Dell (Nasdaq: DELL) rebounded 6 percent Friday after an analyst went against the grain and upgraded the stock.
Shares were up 1.38 to 25.63, or 6 percent, up from a 52-week low of 16.25.
While acknowledging that PC demand remains weak, Credit Suisse First Boston's Kevin McCarthy said Dell should be able to flourish amid the turmoil.
McCarthy upgraded Dell to "buy" from "hold," and set a near-term price target of $32 Friday.
"For the first time in nearly two years, we believe current industry trends are combining with Dell's product portfolio to position the computer maker as the clear favorite in the PC group," the analyst said in a research note.
McCarthy is clearly bucking the consensus view. Last month, Lehman Brothers slashed its 2001 earnings numbers for Dell, citing "terrible" PC demand in December and a slowdown in IT spending.
Gateway (NYSE: GTW), Apple (Nasdaq: AAPL), and other PC makers have also been downgraded by analysts.
McCarthy said that while economic weakness and other factors behind last year's PC stock implosion have not fully played out, secular industry trends now favor Dell's business model, increasing his confidence that Dell can hit its earnings and sales targets.

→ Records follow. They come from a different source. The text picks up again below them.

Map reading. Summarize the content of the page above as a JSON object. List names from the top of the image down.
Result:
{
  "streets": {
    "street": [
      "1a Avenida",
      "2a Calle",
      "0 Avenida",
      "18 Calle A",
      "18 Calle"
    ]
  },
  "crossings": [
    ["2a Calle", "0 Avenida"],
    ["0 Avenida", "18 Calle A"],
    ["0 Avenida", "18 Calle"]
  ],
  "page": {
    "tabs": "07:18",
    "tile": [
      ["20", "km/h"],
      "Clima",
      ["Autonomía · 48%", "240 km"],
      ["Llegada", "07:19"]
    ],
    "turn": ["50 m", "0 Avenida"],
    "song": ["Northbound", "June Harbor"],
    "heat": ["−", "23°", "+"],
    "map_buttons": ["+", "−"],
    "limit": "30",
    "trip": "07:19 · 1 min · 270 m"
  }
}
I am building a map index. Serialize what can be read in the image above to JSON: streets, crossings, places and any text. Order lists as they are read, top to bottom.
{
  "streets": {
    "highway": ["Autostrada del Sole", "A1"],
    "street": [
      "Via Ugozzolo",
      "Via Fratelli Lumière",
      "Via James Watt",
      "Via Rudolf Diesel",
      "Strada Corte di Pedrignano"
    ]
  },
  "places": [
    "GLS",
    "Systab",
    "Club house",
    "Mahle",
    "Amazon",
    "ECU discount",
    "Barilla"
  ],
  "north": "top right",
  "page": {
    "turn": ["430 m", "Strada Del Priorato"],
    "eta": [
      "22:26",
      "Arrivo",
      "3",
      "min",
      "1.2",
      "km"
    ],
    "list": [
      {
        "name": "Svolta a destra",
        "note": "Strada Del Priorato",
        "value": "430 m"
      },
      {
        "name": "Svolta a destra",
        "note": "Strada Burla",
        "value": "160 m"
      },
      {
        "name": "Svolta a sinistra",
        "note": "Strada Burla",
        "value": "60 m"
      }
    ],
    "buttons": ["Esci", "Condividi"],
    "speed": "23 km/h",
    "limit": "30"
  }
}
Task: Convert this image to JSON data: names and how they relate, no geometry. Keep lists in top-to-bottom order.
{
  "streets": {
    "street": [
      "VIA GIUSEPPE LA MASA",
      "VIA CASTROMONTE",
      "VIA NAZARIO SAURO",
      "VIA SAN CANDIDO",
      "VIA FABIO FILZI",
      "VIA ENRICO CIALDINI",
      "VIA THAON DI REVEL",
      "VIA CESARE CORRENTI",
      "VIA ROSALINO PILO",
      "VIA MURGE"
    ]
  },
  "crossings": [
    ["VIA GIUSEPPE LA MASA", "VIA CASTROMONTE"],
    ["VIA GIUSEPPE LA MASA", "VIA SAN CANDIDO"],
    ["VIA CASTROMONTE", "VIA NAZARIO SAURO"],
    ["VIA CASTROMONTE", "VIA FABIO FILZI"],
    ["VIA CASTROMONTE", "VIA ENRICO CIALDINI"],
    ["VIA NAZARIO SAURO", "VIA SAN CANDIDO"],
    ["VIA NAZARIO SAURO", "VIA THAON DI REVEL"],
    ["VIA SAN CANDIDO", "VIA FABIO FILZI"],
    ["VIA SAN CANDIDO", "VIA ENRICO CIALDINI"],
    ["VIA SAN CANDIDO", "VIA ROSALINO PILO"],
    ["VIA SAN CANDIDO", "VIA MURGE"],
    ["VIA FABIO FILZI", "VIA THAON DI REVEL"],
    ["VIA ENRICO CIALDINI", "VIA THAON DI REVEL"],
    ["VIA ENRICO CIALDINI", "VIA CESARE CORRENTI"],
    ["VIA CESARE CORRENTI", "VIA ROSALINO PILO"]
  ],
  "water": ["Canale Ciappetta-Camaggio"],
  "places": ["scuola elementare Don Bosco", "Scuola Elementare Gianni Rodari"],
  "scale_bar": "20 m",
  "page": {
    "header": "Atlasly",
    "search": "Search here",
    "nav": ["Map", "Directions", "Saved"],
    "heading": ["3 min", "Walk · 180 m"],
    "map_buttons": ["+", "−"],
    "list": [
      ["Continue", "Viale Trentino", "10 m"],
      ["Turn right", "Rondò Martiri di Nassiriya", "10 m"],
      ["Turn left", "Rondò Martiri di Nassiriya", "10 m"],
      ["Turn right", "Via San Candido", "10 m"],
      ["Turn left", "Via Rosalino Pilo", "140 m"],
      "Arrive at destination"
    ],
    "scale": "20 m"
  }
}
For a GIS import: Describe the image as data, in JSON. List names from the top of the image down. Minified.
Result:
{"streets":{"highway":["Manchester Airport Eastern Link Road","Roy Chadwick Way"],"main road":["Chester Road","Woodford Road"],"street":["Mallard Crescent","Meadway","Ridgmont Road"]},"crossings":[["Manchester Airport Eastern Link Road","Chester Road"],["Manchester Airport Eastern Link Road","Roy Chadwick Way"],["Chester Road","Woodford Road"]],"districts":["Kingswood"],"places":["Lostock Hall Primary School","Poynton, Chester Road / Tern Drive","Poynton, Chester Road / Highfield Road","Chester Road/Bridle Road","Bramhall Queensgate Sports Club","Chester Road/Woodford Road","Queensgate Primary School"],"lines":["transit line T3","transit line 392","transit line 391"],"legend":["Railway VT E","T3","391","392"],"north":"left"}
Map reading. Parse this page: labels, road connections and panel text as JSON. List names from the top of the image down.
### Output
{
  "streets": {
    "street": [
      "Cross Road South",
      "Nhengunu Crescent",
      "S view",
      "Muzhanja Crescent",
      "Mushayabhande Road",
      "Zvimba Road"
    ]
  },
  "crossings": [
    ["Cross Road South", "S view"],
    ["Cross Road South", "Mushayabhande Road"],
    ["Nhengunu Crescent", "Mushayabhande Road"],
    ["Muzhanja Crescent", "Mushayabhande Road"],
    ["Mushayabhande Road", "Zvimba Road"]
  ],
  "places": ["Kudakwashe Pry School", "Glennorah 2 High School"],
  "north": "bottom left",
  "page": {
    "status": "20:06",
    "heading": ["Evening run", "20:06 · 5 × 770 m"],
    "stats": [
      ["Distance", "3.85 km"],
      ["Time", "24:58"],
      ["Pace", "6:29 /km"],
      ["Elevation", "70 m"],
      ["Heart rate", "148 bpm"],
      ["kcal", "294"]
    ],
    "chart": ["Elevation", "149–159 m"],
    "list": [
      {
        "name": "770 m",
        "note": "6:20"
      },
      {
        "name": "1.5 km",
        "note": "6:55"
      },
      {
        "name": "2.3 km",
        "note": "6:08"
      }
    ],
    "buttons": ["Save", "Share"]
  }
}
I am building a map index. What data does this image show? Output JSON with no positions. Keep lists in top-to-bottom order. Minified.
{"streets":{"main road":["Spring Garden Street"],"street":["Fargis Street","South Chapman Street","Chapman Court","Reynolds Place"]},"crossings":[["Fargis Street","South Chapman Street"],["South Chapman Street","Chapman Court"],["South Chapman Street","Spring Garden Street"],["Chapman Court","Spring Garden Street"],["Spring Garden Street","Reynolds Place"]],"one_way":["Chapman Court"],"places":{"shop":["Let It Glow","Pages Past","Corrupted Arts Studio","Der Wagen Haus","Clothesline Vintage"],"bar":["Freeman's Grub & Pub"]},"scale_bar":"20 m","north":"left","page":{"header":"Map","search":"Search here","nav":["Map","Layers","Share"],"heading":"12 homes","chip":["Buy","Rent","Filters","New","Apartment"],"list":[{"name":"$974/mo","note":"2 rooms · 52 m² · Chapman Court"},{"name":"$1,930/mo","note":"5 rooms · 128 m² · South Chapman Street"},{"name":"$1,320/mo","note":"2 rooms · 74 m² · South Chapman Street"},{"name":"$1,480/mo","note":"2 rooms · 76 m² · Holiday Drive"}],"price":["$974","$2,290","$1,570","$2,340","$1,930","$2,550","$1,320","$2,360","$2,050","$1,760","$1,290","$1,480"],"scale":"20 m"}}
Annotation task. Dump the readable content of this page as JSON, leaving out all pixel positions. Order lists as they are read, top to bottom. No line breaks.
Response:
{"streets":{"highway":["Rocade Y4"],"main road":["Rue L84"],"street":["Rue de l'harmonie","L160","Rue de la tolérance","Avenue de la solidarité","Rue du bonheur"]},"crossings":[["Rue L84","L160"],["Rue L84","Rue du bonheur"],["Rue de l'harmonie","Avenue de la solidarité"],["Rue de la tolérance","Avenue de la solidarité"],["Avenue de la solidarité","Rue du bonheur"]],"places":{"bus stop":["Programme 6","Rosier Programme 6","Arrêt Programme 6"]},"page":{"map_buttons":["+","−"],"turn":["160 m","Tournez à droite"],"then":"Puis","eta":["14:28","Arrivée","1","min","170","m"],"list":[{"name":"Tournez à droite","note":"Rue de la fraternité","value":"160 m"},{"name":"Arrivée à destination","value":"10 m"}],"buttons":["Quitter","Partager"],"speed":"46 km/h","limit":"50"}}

While he is still concerned about Dell's exposure in light of an anticipated slowdown in desktop computing, the company should be able to maintain positive desktop revenue growth through renewed share gain.
The analyst also noted Dell should be the biggest beneficiary of the Windows 2000 upgrade cycle, due to its desktop and low-end server focus
Specifically, Dell's "renowned ability to execute" will be a key asset enabling it to steal share in all business segments. Rock-bottom component prices are also disproportionately helping Dell, McCarthy added. Because Dell orders components when they are needed, rather than stocking in advance, it can take advantage of new lows in the cost of components where other PC makers can't.
After the stock's late-year tumble from 50 to 16, Dell now trades "relatively in line with its peers, even as industry forces have shifted in its favor," McCarthy said. "For this reason, we believe the market currently underestimates Dell's execution advantage in an adverse environment."